Sunday, August 29, 2010

N is for Names

What's in a name? Would a rose by any other name smell so sweet? Would Harry Potter be nearly as successful had he been named Floyd Napers? Or Frodo Baggins if he were named Gus Hill?

Though you might not be able to tell a lot about a person on the street by their name, you can often tell a lot about a character. The difference? Well, most people on the street go by names given to them at birth, before their skills, interests, and personalities have been formed. Characters, on the other hand, are named by an author who has that character fully mapped out.
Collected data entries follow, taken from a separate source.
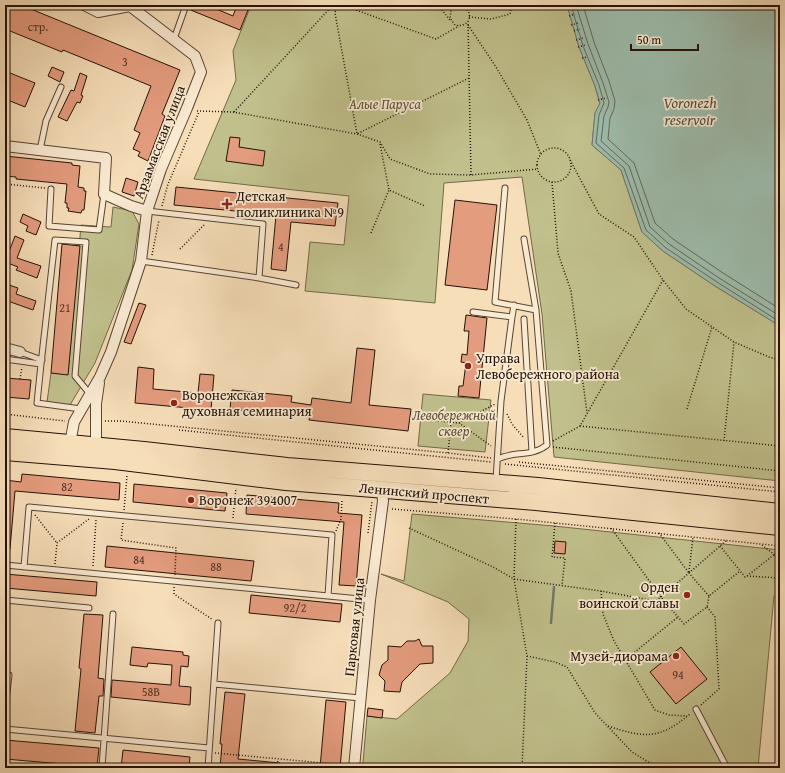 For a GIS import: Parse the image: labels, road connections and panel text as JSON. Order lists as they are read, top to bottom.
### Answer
{
  "streets": {
    "main road": ["Ленинский проспект"],
    "street": ["Арзамасская улица", "Парковая улица"]
  },
  "crossings": [
    ["Арзамасская улица", "Ленинский проспект"],
    ["Ленинский проспект", "Парковая улица"]
  ],
  "water": ["Voronezh reservoir"],
  "parks": ["Алые Паруса", "Левобережный сквер"],
  "places": {
    "health": ["Детская поликлиника №9"],
    "other": [
      "Управа Левобережного района",
      "Воронежская духовная семинария",
      "Воронеж 394007",
      "Орден воинской славы",
      "Музей-диорама"
    ]
  },
  "house_numbers": [
    "стр.",
    "3",
    "4",
    "21",
    "82",
    "84",
    "88",
    "92/2",
    "94",
    "58В"
  ],
  "scale_bar": "50 m"
}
Names can tell you a lot about a person even before you start reading about them. A name like Sarah or James might indicate the character comes from a Christian background and are most likely in an English-speaking country. A name like Katsa or Briar might suggest they are of a fantasy world and have a bit of a fiery personality. Names like Aragorn or Cimorene have a bit of nobility about them, whereas names like Harry or Beckie have a bit of natural grit in them.
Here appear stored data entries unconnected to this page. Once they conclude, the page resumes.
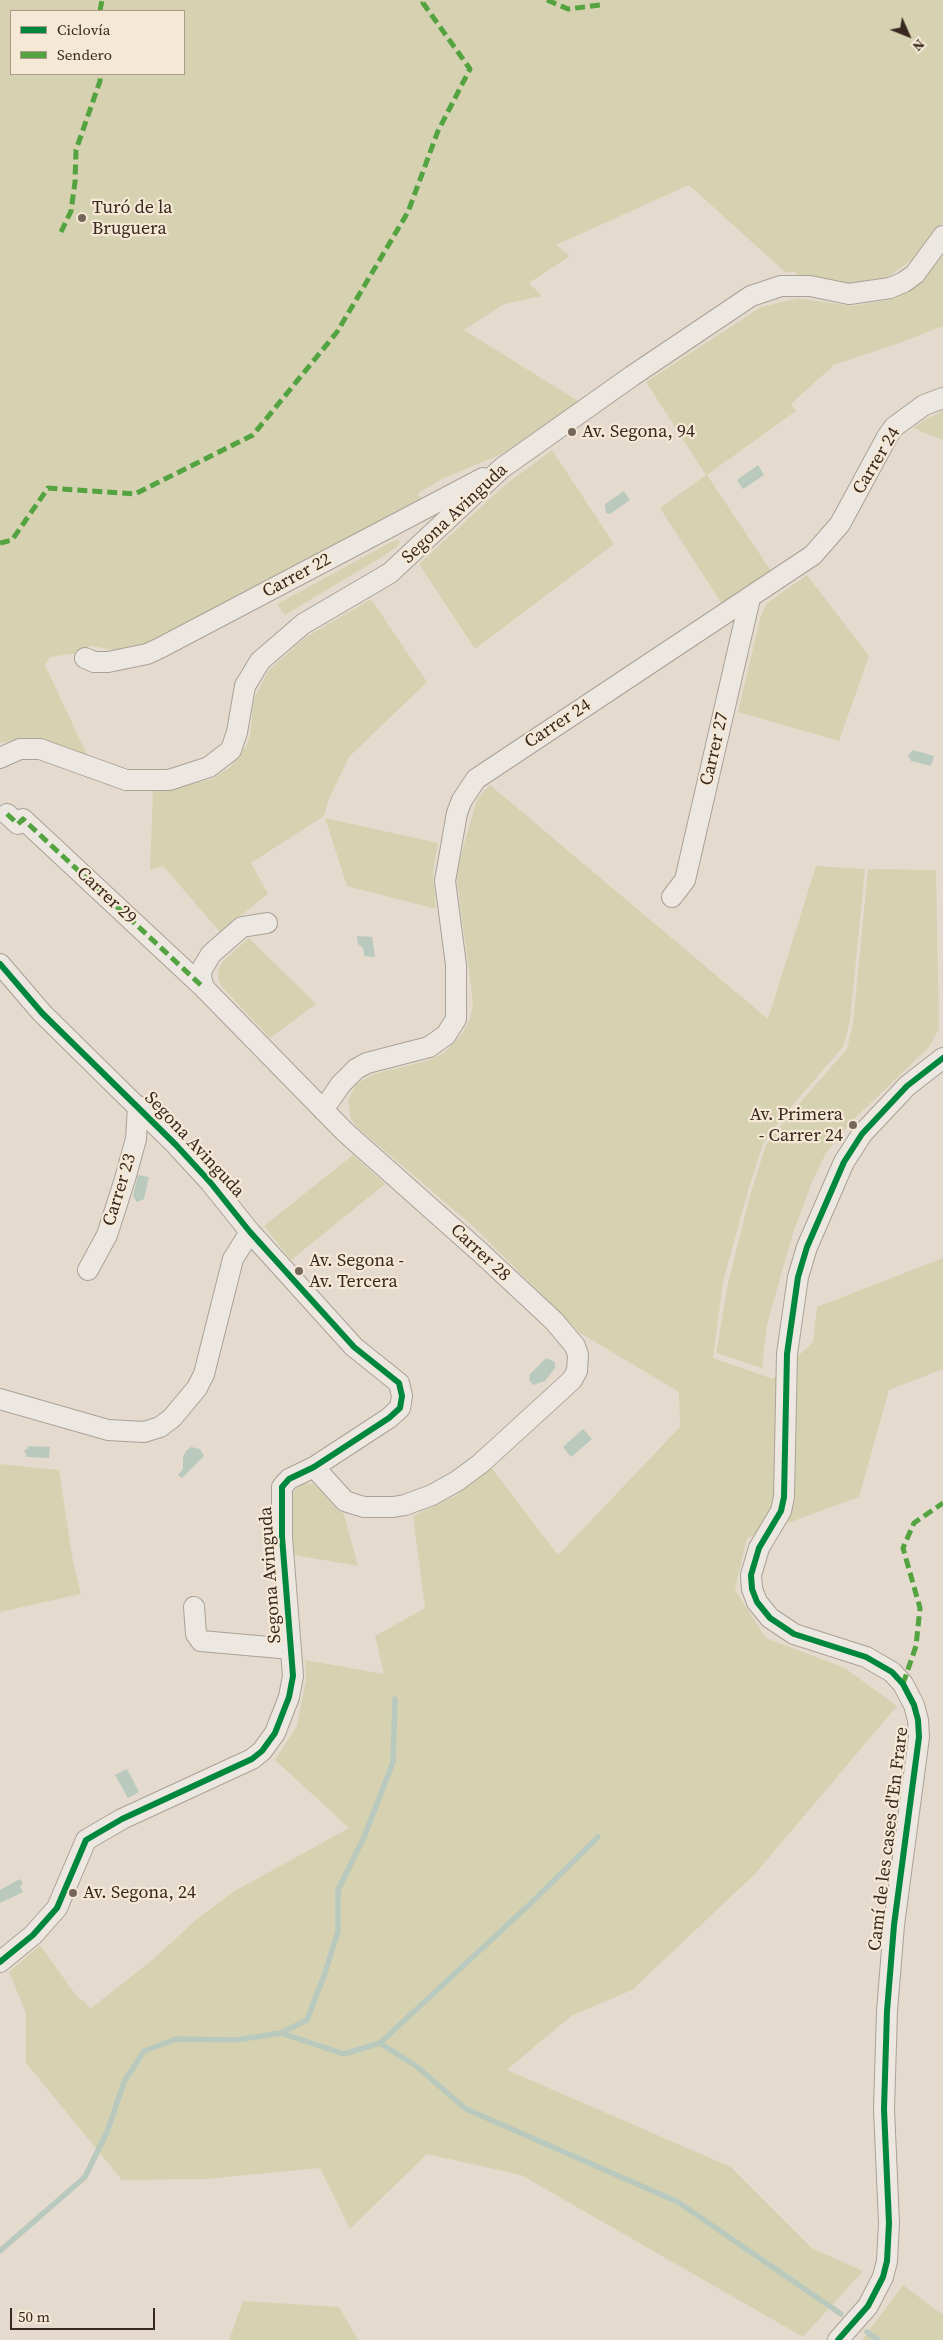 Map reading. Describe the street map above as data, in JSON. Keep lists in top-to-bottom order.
{
  "streets": {
    "street": [
      "Carrer 24",
      "Segona Avinguda",
      "Carrer 22",
      "Carrer 27",
      "Carrer 29",
      "Carrer 23",
      "Carrer 28",
      "Camí de les cases d'En Frare"
    ]
  },
  "crossings": [
    ["Carrer 24", "Carrer 27"],
    ["Carrer 24", "Carrer 28"],
    ["Segona Avinguda", "Carrer 22"],
    ["Segona Avinguda", "Carrer 23"],
    ["Segona Avinguda", "Carrer 28"],
    ["Carrer 29", "Carrer 28"]
  ],
  "places": [
    "Turó de la Bruguera",
    "Av. Segona, 94",
    "Av. Primera - Carrer 24",
    "Av. Segona - Av. Tercera",
    "Av. Segona, 24"
  ],
  "legend": ["Ciclovía", "Sendero"],
  "scale_bar": "50 m",
  "north": "bottom right"
}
Of course, you can work with stereotypes or against them. Having a commoner named Eragon, something which sounds a bit noble, automatically clues the reader in that there might be more to this kid than others think. Same way that naming a prince Humperdinck lets the reader know that this guy isn't to be taken too seriously. Or, you might be meaning to take us on the utterly unsuspected journey of a simpleton (Arthur Dent, Harry Potter) through worlds of greatness.

In choosing names, I get inspiration from different sources. Stormy was the name of my cat (which I picked for her as well). I reused the name for one of my characters over 5 years, and am pondering using it again in my upcoming book. In glancing at my CDs one day, I saw the name of a production company and thought, that'd be a pretty cool name! Thus Narada Moon was born.
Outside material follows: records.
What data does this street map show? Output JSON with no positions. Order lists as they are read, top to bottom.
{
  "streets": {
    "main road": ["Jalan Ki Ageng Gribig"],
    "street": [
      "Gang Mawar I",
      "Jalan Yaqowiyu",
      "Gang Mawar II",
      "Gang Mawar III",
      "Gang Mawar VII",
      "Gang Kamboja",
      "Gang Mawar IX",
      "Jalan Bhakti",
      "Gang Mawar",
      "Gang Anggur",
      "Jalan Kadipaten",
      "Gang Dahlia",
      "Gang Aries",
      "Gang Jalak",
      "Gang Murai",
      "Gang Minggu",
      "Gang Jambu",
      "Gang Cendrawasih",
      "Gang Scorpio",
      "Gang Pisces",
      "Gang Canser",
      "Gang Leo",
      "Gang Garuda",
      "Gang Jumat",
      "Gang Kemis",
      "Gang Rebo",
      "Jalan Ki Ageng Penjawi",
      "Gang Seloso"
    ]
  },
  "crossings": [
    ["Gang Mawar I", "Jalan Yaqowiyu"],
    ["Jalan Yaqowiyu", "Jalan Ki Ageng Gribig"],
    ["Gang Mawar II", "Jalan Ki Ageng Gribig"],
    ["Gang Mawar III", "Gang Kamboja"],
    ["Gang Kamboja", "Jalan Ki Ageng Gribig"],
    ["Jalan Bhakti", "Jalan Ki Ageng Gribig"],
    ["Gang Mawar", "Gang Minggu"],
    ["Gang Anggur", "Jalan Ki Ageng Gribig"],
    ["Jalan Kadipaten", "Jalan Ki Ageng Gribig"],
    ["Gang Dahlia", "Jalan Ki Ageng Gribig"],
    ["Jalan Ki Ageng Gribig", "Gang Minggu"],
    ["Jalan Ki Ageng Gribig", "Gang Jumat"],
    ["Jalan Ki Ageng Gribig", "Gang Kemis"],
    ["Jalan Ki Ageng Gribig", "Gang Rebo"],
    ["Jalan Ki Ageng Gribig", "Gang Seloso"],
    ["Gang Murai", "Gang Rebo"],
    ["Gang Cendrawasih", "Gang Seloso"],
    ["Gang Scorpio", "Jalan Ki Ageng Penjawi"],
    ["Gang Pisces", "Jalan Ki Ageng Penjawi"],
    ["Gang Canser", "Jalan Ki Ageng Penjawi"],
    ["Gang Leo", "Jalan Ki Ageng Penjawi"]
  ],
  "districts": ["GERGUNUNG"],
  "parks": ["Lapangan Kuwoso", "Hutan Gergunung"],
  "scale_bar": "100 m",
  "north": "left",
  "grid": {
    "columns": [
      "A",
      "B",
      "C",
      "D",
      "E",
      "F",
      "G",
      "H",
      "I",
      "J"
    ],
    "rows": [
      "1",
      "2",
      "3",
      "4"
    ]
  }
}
I tend to cling to names I like. Jasper was the name of the street I grew up on, as well as one of the villains in 101 Dalmatians (one of my favorite movies). However, that name has become rather popular in other I'm debating the logic of using it as well. J's in general seem to be kinda my thing, and if I could get away with it, I'd have every guy named a Joel, Jeff, Jason, Jon, Jake, Jimmy, etc.

I've also found that my names tend to have a similarity of syllable count and even letter count:
Stormy Kael - 10 letters, 4 syllables
Raven Azure - 10 letters, 4 syllables
Narada Moon - 10 letters, 4 syllables
Jasper Tyree - 11 letters, 4 syllables
Shauna Thercer - 13 letters, 4 syllables
Amy Gordon - 9 letters, 4 syllables
I actually came upon this discovery completely by accident after creating my third character. I honestly had no idea I was gravitating toward that formula until I'd typed them all out in succession. Perhaps it follows from my real name having 4 syllables and having (annoyingly at times [because it gets cut off]) more than 10 letters.

Unfortunately, variety is very important. It's best not to have everyone's name sound the same. Rachel Green shouldn't appear in the same book with Randy Grant, otherwise it's much too easy for the common (speed)reader to mix them up.

Ease of reading a name is extremely important, especially for the main characters. Mamvish fsh Wimsih fsh Mentaff might be alright for a supporting character, but the main character might be better off being named Nita Callahan. Personally, I've never had much luck with making up names, which is one of the reasons why I think I'm most comfortable in the urban-fantasy genre.

Of course, none of these rules (if I can even call them that) are written in stone. What works for one book may have no hold in another.

So, do you have a favorite name? Or a trick to coming up with names? What works best for you while reading, or writing?